Global trade flows have been under sustained pressure from two distinct but compounding forces. The first is the ongoing transformation of the global tariff landscape. U.S. trade policy has fundamentally redrawn the economics of cross-border commerce with the universal 10% import surcharge currently in effect covering more than $1 trillion in goods. Country-specific tariff investigations underway targeting dozens of trading partners for industrial overcapacity and labor practices, and critical policy decisions on permanent tariff structures expected before July. The resulting uncertainty has materially altered sourcing strategies, disrupted established trade lanes, most visibly the China to U.S. corridor, which has been one of the most consequential freight arteries in the global economy, and prompted widespread supply chain restructuring as importers and manufacturers are accelerating nearshoring and diversification initiatives. For international freight forwarders, this environment creates both headwinds and opportunity.
Near-term volumes on affected lanes have softened, but the complexity of navigating new trade routes, custom regimes, and compliance requirements increases the premium on experienced technology-enabled partners who can guide customers through the transition. The second force is the physical disruption to global shipping routes stemming from the conflict in the Middle East. The effective closure of the Straits of Hormuz following strikes on Iran in late February, the world’s single most critical maritime checkpoint through which significant share of global energy and container trade flows, combined with the ongoing Houthi activity, which has kept the Suez Canal closed to major carriers, has fundamentally rerouted global ocean freight, extended transit times materially, driven fuel costs sharply higher, and triggered a significant surge in air freight demand as time-sensitive shippers seek alternatives. These twin disruptions to global trade, one policy-driven, one conflict-driven, have created a uniquely challenging environment for international freight markets.
At the same time, they reinforce precisely why customers need a logistics partner like Radiant. One with the global network, the technology platform, and the operational expertise to help them navigate volatility, find capacity, and keep supply chains moving when the world’s trade infrastructure is under stress. Looking beyond the near-term environment, we remain highly encouraged by our strategic progress we are making. Our Navegate global trade management and collaboration platform continues to gain traction in the marketplace, offering customers enhanced supply chain visibility, routing intelligence, and cost optimization, capabilities that are especially valued during periods of market dislocation like the ones we are currently experiencing. With deployment measured in weeks rather than months or years, Navegate delivers speed to value that we believe is a clear competitive differentiator as we introduce it to current and prospective customers in the quarters ahead.

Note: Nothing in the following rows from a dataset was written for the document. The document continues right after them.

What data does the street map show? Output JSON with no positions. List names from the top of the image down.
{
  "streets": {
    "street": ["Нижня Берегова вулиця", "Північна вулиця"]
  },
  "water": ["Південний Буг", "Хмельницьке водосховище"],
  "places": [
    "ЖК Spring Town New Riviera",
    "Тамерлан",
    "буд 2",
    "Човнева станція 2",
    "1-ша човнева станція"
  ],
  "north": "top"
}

We also continue to make good progress with our recently announced launch of Ray, our first AI-powered agent. In addition to our initial efforts focused on streamlining international quote administration across our global agent network, we are exploring how best to further automate key workflows across our domestic and international shipment life cycles, while enabling faster response times and higher service quality for our customers. We look forward to expanding Ray’s capabilities and introducing additional AI-powered solution as we continue our digital transformation journey. Finally, our financial position remains a source of significant strength. We are essentially debt-free on a net basis relative to our $200 million credit facility, giving us substantial flexibility to pursue the combination of strategic operating partner conversions, synergistic tuck-in acquisitions, and share repurchases that have long defined our approach to capital allocation.

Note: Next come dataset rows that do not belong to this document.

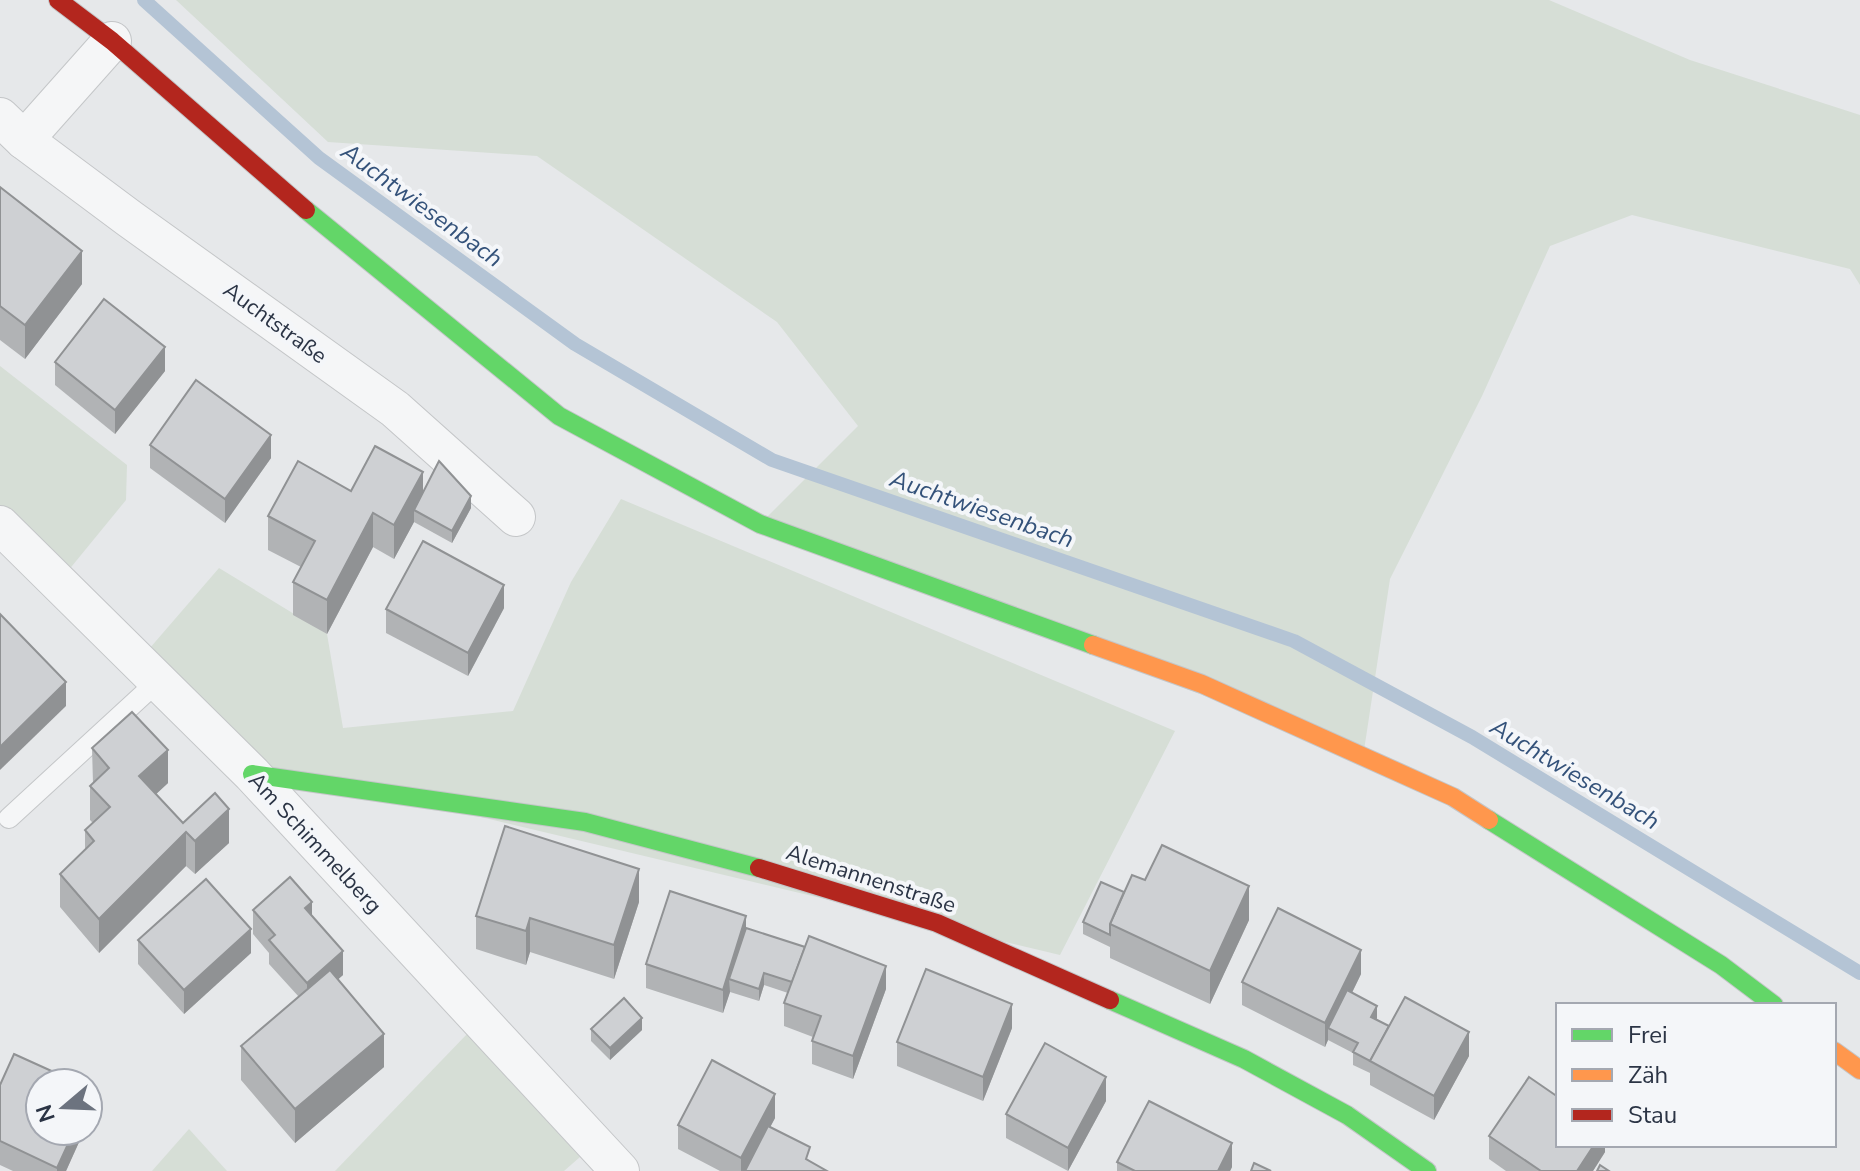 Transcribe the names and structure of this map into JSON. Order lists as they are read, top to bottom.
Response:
{
  "streets": {
    "street": ["Auchtstraße", "Am Schimmelberg", "Alemannenstraße"]
  },
  "crossings": [
    ["Am Schimmelberg", "Alemannenstraße"]
  ],
  "water": ["Auchtwiesenbach"],
  "legend": ["Frei", "Zäh", "Stau"],
  "north": "left"
}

With our diversified platform, strong balance sheet, and growing suite of technology capabilities, we believe Radiant is well-positioned to emerge from this period of market turbulence as a stronger and more competitive enterprise. With that, I’ll now turn it over to Todd Macomber, our CFO, to walk us through our detailed financial results, then we’ll open it up for some Q&A.
Todd Macomber, Chief Financial Officer, Radiant Logistics: Thanks, Bohn, good afternoon, everyone. Today, we will be discussing our financial results, including adjusted net income and adjusted EBITDA for the three and nine months ended March 31, 2026. For the three months ended March 31, 2026, we reported net income attributable to Radiant Logistics of $4,671,000 on $214.1 million of revenues, or $0.10 per basic and fully diluted share. The three months ended March 31, 2025, we reported net income attributable to Radiant Logistics of $2,541,000 on $214 million of revenues, or $0.05 per basic and fully diluted share. This represents an increase of approximately $2,130,000 of net income over the comparable prior year period, or 83.8%.
For adjusted net income, we reported $5,337,000 for the three months ended March 31, 2026, compared to adjusted net income of $6,881,000 for the three months ended March 31, 2025. This represents a decrease of approximately $1,544,000, or approximately 22.4%. For adjusted EBITDA, we reported $7,751,000 for the three months ended March 31, 2026, compared to adjusted EBITDA of $9,398,000 for the three months ended March 31, 2025. This represents a decrease of approximately $1,647,000 or approximately 17.5%. Moving along to the nine-month results.
For the 9 months ended March 31, 2026, we reported net income attributable to Radiant Logistics of $11,269,000 on $672.9 million of revenues, or $0.24 per basic and $0.23 per fully diluted share. For the 9 months ended March 31, 2025, we reported net income attributable to Radiant Logistics of $12,384,000 on $682.1 million of revenues, or $0.26 per basic and $0.25 per fully diluted share. This represents a decrease of approximately $1,115,000 over the comparable prior year period, or 9%.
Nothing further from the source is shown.